### Data section:
□ □ □ □ □

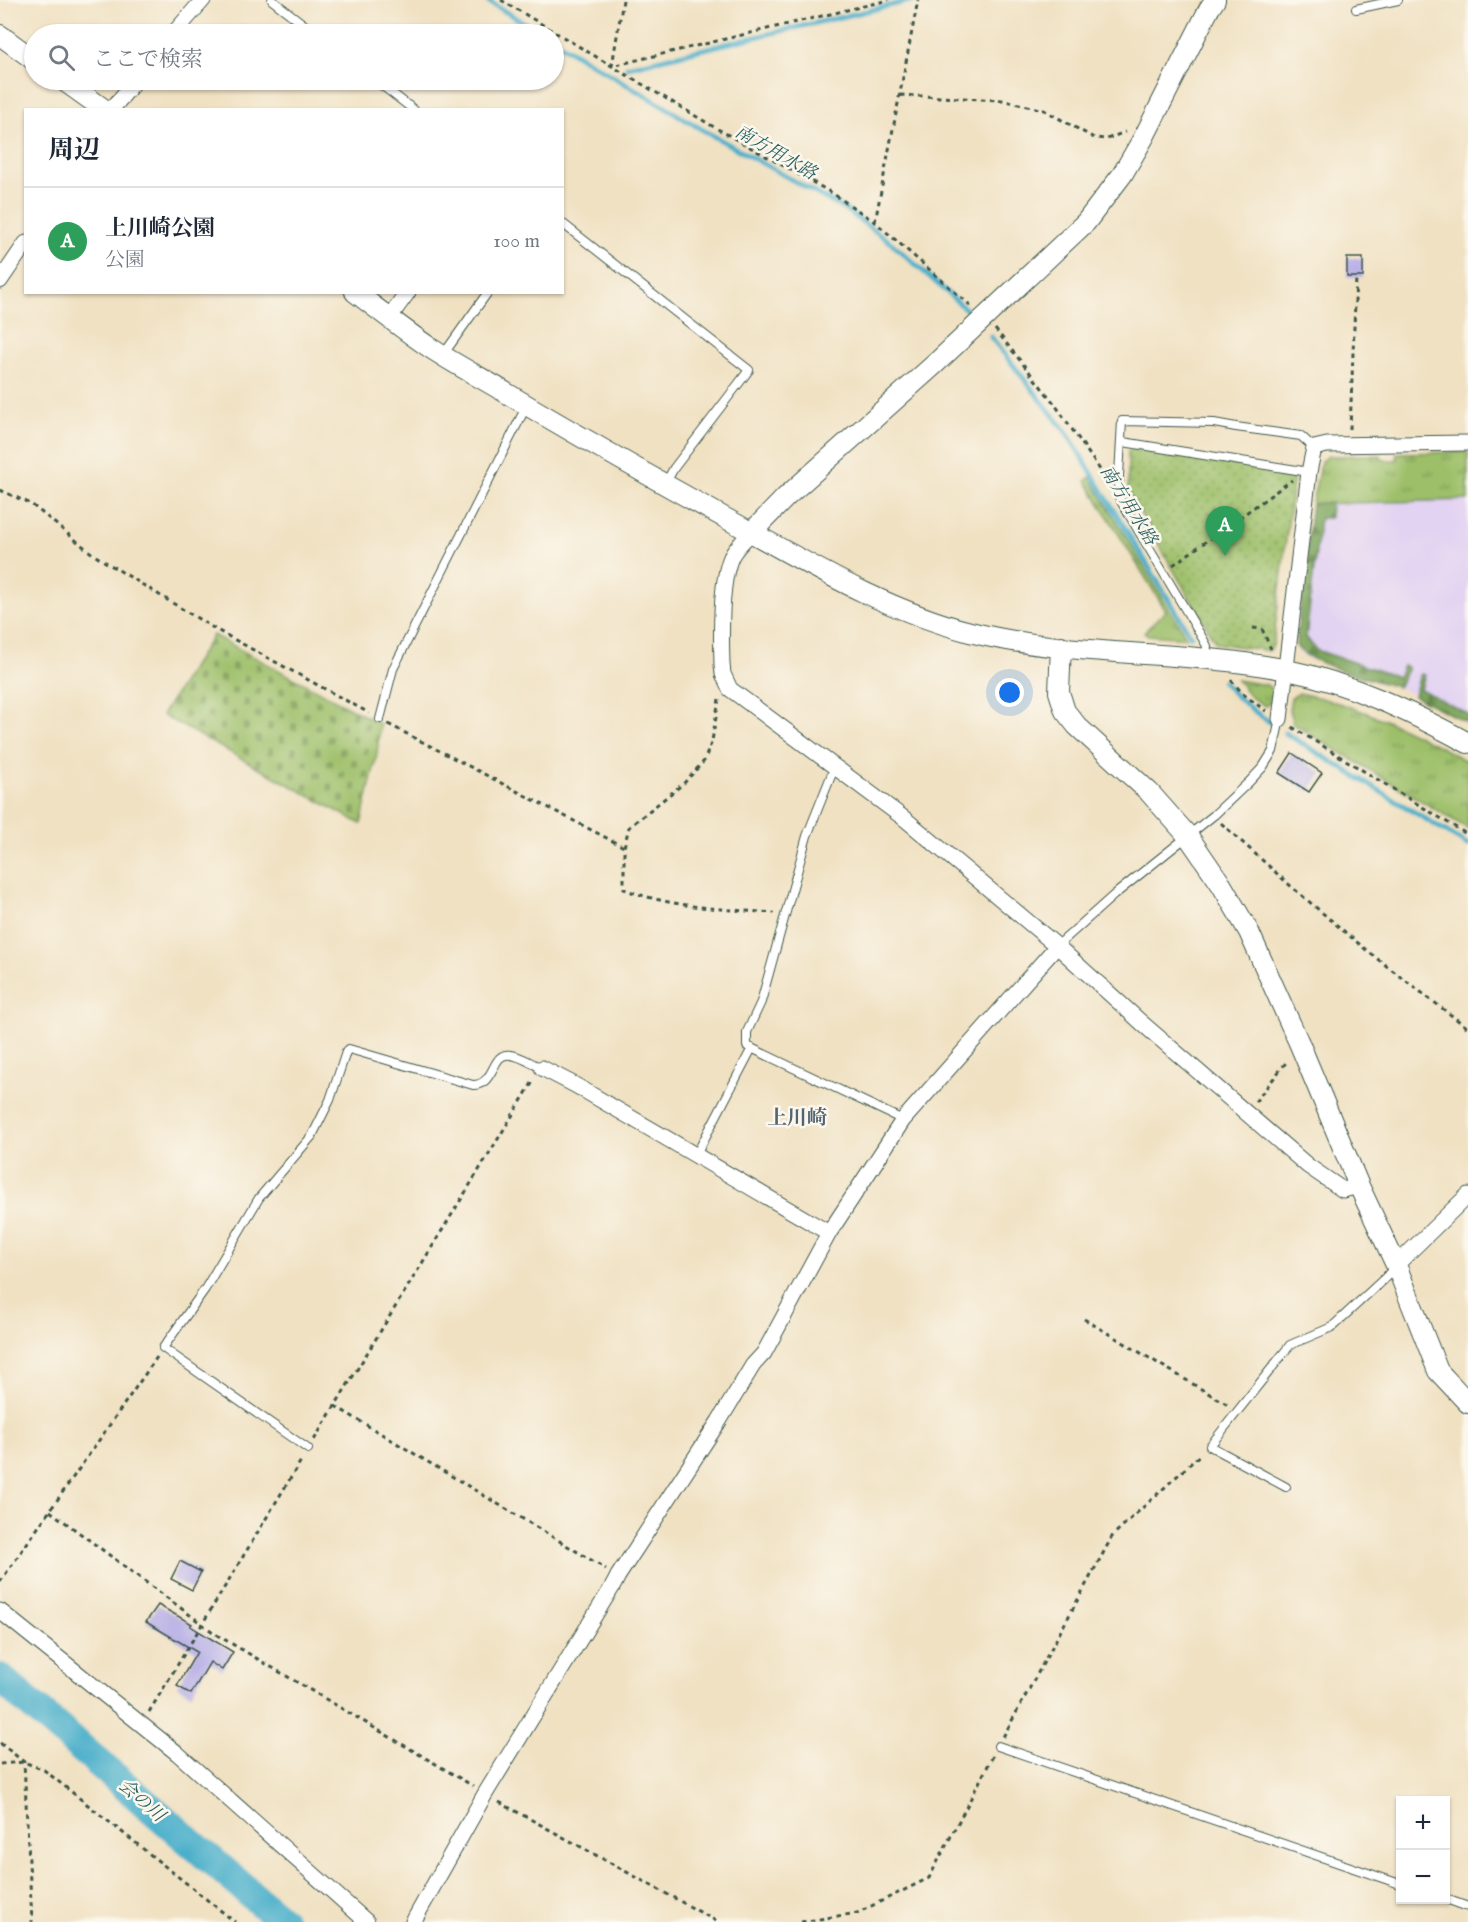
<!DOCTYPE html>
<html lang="ja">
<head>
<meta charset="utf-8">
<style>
  body { margin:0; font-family:"IM FELL English","Noto Serif JP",serif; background:#f2f2f3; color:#1f2937 }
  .controls { position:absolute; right:18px; bottom:18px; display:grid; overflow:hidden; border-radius:0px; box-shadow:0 2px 4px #0004 }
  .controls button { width:54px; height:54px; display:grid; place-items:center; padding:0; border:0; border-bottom:2px solid #e0e1e3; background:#fff; color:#1f2937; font:30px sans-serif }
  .you { position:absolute; left:1010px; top:693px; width:21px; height:21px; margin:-15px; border:4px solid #fff; border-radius:50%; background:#1a73e8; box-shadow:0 0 0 9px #1a73e833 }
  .badge { display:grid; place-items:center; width:39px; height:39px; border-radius:50%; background:#b5179e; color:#fff; font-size:20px; font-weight:700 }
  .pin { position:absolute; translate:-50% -50px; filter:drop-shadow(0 2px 3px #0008) }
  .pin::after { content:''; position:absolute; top:32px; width:21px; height:18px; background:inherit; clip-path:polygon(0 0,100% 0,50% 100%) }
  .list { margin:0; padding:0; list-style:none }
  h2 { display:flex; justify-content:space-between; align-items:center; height:78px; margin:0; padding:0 24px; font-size:26px }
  h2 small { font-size:20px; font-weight:400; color:#747a83 }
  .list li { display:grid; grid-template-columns:39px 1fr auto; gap:18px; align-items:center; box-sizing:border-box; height:108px; padding:0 24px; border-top:2px solid #e0e1e3 }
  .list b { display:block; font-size:22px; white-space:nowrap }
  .list p { margin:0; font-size:20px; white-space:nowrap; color:#747a83 }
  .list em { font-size:20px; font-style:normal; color:#747a83 }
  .icon { flex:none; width:33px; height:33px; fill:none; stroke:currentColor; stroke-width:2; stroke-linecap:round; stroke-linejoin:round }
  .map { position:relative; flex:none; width:1468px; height:1922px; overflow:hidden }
  .search { position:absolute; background:#fff; box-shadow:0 2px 4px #0004; left:24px; top:24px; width:540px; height:66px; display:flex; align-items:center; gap:15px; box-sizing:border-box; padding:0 21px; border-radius:33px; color:#747a83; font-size:22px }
  .panel { position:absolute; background:#fff; box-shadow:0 2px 4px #0004; left:24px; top:108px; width:540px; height:186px; border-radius:0px }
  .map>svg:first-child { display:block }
  .built { fill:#e3d3f2 }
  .grass { fill:url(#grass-tufts); stroke:#5e7e4e; stroke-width:1.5 }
  .forest { fill:url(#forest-firs); stroke:#4e7248; stroke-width:1.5 }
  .cemetery { fill:url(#cemetery-stones); stroke:#5e7e4e; stroke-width:1.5 }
  .park { fill:url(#park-dots); stroke:#5e7e4e; stroke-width:1.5 }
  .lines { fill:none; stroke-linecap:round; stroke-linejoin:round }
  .stream { stroke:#4aafca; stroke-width:5 }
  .river { stroke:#4aafca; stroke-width:30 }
  .building { fill:#b1a9e5 }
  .service-casing { stroke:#3e5649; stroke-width:10 }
  .minor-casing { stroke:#3e5649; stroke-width:17 }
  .tertiary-casing { stroke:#3e5649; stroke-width:22 }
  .path { stroke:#3e5649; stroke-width:3; stroke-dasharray:4.5 4.5; stroke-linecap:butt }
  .service { stroke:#fff; stroke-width:8 }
  .minor { stroke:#fff; stroke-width:15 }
  .tertiary { stroke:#fff; stroke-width:20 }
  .labels { text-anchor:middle; stroke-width:5; stroke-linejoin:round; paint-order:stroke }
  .water-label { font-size:18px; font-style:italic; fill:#2c5f61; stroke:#fbf7ec }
  .quarter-label { font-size:20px; font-weight:bold; fill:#526372; stroke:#fbf7ec }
</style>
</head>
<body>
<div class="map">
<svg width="1468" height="1922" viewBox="0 0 1468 1922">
  <defs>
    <pattern id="grass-tufts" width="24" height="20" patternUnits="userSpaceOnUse" patternTransform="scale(1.5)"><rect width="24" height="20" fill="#9dbf69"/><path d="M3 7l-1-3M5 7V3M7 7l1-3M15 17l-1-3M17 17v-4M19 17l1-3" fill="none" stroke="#7f9c57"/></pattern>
    <pattern id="forest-firs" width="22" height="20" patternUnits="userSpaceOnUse" patternTransform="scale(1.5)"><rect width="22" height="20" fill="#7ea65d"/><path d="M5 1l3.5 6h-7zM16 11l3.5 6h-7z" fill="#67884e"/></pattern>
    <pattern id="cemetery-stones" width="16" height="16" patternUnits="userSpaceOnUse" patternTransform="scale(1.5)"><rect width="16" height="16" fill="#9dbf69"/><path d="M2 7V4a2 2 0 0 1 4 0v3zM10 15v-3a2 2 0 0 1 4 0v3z" fill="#7f9c57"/></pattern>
    <pattern id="park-dots" width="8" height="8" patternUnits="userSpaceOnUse" patternTransform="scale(1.5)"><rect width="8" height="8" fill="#9dbf69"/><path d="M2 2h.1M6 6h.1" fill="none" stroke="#7f9c57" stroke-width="1.8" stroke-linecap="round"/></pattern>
  </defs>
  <rect width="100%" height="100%" fill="#fbf7ec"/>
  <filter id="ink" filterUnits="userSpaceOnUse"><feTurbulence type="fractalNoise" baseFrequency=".0167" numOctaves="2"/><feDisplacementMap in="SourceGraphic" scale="12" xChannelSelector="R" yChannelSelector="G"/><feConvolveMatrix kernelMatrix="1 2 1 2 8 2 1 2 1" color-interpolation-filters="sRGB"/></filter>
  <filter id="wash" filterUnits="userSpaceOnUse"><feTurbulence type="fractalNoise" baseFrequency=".008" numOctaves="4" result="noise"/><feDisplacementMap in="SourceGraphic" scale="24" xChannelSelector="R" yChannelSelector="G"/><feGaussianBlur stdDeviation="1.35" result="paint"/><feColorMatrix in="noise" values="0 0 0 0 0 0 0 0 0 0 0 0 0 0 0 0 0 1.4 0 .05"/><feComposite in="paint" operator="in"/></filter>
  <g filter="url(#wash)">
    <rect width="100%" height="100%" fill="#f0e1c2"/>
    <path class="built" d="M1468,500v223l-70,-36 -86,-27 -14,-8 14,-148z"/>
    <path class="grass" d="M1468,452v48l-156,4 9,-43 8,-5 52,-1 1,5h15v-7z
      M1090,477l97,161 -39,-3 -4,-3 22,-21 -80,-130z
      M1237,680l30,5 9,8v6l-11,7 -13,-8z
      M1299,693c61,12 115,39 169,69v67l-175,-105 -4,-14 2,-12z"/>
    <path class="forest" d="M1331,503l-1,15h-10l-14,119 10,13 82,27 5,-11 5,2 -10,19c-21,-6 -95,-24 -102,-42l16,-141z
      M1420,674l5,1 -5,14 48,25v9l-54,-27z"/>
    <path class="cemetery" d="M213,635l167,89 -3,30 -16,70 -199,-109z"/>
    <path class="park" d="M1136,446l158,28 -21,172 -4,5 -53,-8 -88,-151v-41z"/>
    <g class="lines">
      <path class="stream" d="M486,0l57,34
        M554,41l149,89 143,80 43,31 79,70
        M627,67l287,-67
        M991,337l76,96 124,203
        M1223,682c15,18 31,30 51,43
        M1285,733l183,112"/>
      <path class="river" d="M0,1678l283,244"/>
    </g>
    <g id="blocks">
      <path class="building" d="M1347,258h16v19h-16z
        M1292,753l30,20 -13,19 -30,-19z
        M180,1561l21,11 -9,18 -21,-11z
        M158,1605l34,19 -2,2 43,26 -11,18 -12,-8 -19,32 -14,-8 20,-34 -51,-30z"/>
    </g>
  </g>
  <g filter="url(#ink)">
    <use href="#blocks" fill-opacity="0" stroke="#3e5649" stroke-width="1.5"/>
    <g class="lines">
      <defs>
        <path id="service" d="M272,0l44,34
          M1356,9l42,-9
          M375,80l39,30
          M562,223l187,147 -75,98 -9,16
          M443,355l45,-63
          M1123,442l186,30
          M1206,657l1,-11 -4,-7 -81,-136 -4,-9 4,-73 92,2 22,4 65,9 13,12
          M380,719l13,-50 133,-262
          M835,766l-28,70 -46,166 -14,30v14l156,74
          M1057,946l57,-51 100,-80 35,-33 14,-15 10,-16 7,-32
          M696,1155l56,-107
          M308,1449l-145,-101 42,-59 54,-91 53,-62 18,-36 16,-48 3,-3 124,36c23,0 18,-34 38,-30 10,1 21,9 31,13
          M1286,1487l-76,-41 80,-101 42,-18 54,-50 9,-11
          M998,1746l402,138
          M1446,1899l22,8"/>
        <path id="minor" d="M173,34l30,-34
          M111,110l25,-30
          M0,281l26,-38
          M389,318l19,-26
          M752,532c-8,8 -16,15 -21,25 -11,26 -10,78 -9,107l1,10 7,15 175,130 152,127 86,78 165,142 35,24 16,-4
          M1280,719l29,-247 5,-24 13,-3 141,-2
          M542,1068l33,17 254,148
          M1396,1265l72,-70
          M0,1611l177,142 190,169
          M413,1922l72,-128 129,-210 4,-8 101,-155 34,-56 11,-12 65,-120 74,-113 154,-174"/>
        <path id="tertiary" d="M0,35l34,25
          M63,80l42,30
          M355,292c25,19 49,38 74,55 25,17 53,31 79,47 72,43 145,84 219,125 79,43 155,90 243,113 103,26 213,17 317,38 64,13 124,42 181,73
          M752,532l35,-36 148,-132 151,-142 36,-47 22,-38 65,-128 6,-9
          M1061,646l-2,46 6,19 12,15 72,66 39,44 33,48 28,48 51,113 59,141 37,79 42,106 30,32"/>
      </defs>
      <use href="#service" class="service-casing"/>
      <use href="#minor" class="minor-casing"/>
      <use href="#tertiary" class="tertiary-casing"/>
      <path class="path" d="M501,0l213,127 118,66 43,29 96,84
        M623,0l-11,66 277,-66
        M900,95l102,5 42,10 50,28 13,1 18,-7
        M875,222l43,-222
        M995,329l59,74 53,77
        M1350,429l6,-152
        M0,490l31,14 63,51 121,74 154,84
        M1173,565l119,-85
        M1253,628l9,1 9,20
        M1231,680l12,14 23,17
        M719,699l-7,42 -8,20 -20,22 -55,44 -5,20v42c48,19 98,20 150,24
        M388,724l236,123
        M1292,727l176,108
        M1221,823l72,65 78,66 97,74
        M1255,1102l33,-42
        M1084,1319l144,86
        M335,1406l271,163
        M314,1440l220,-360
        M50,1511l167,124 256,151
        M0,1582l157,-225
        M149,1712l153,-253
        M1003,1737l110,-202 89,-82
        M0,1743l24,19 8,160
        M0,1764l24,-2 20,8 191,152
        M499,1802l219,120
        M801,1922l56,-9 72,-35 64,-122"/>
      <use href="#service" class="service"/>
      <use href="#minor" class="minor"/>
      <use href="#tertiary" class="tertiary"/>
    </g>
  </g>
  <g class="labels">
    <g class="water-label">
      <text transform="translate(776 152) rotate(30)" y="6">南方用水路</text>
      <text transform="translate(1129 505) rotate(58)" y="6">南方用水路</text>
      <text transform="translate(142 1800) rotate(41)" y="6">会の川</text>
    </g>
    <g class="quarter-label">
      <text x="797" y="1124">上川崎</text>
    </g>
  </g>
</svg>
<div class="controls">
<button>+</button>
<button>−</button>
</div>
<div class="you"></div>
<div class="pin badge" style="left:1225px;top:556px;background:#2e9e5b">A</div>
<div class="search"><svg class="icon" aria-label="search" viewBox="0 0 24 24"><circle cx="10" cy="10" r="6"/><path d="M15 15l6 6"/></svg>ここで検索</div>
<section class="panel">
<h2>周辺<small></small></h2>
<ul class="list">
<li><span class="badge" style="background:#2e9e5b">A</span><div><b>上川崎公園</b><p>公園</p></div><em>100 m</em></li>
</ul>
</section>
</div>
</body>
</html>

□ □ □ □ □

### Work to complete:
The required output is the stretch of entries above from the line containing "M1396,1265l72,-70" through the line containing "M0,1582l157,-225", reproduced exactly.

### Final answer:
          M1396,1265l72,-70
          M0,1611l177,142 190,169
          M413,1922l72,-128 129,-210 4,-8 101,-155 34,-56 11,-12 65,-120 74,-113 154,-174"/>
        <path id="tertiary" d="M0,35l34,25
          M63,80l42,30
          M355,292c25,19 49,38 74,55 25,17 53,31 79,47 72,43 145,84 219,125 79,43 155,90 243,113 103,26 213,17 317,38 64,13 124,42 181,73
          M752,532l35,-36 148,-132 151,-142 36,-47 22,-38 65,-128 6,-9
          M1061,646l-2,46 6,19 12,15 72,66 39,44 33,48 28,48 51,113 59,141 37,79 42,106 30,32"/>
      </defs>
      <use href="#service" class="service-casing"/>
      <use href="#minor" class="minor-casing"/>
      <use href="#tertiary" class="tertiary-casing"/>
      <path class="path" d="M501,0l213,127 118,66 43,29 96,84
        M623,0l-11,66 277,-66
        M900,95l102,5 42,10 50,28 13,1 18,-7
        M875,222l43,-222
        M995,329l59,74 53,77
        M1350,429l6,-152
        M0,490l31,14 63,51 121,74 154,84
        M1173,565l119,-85
        M1253,628l9,1 9,20
        M1231,680l12,14 23,17
        M719,699l-7,42 -8,20 -20,22 -55,44 -5,20v42c48,19 98,20 150,24
        M388,724l236,123
        M1292,727l176,108
        M1221,823l72,65 78,66 97,74
        M1255,1102l33,-42
        M1084,1319l144,86
        M335,1406l271,163
        M314,1440l220,-360
        M50,1511l167,124 256,151
        M0,1582l157,-225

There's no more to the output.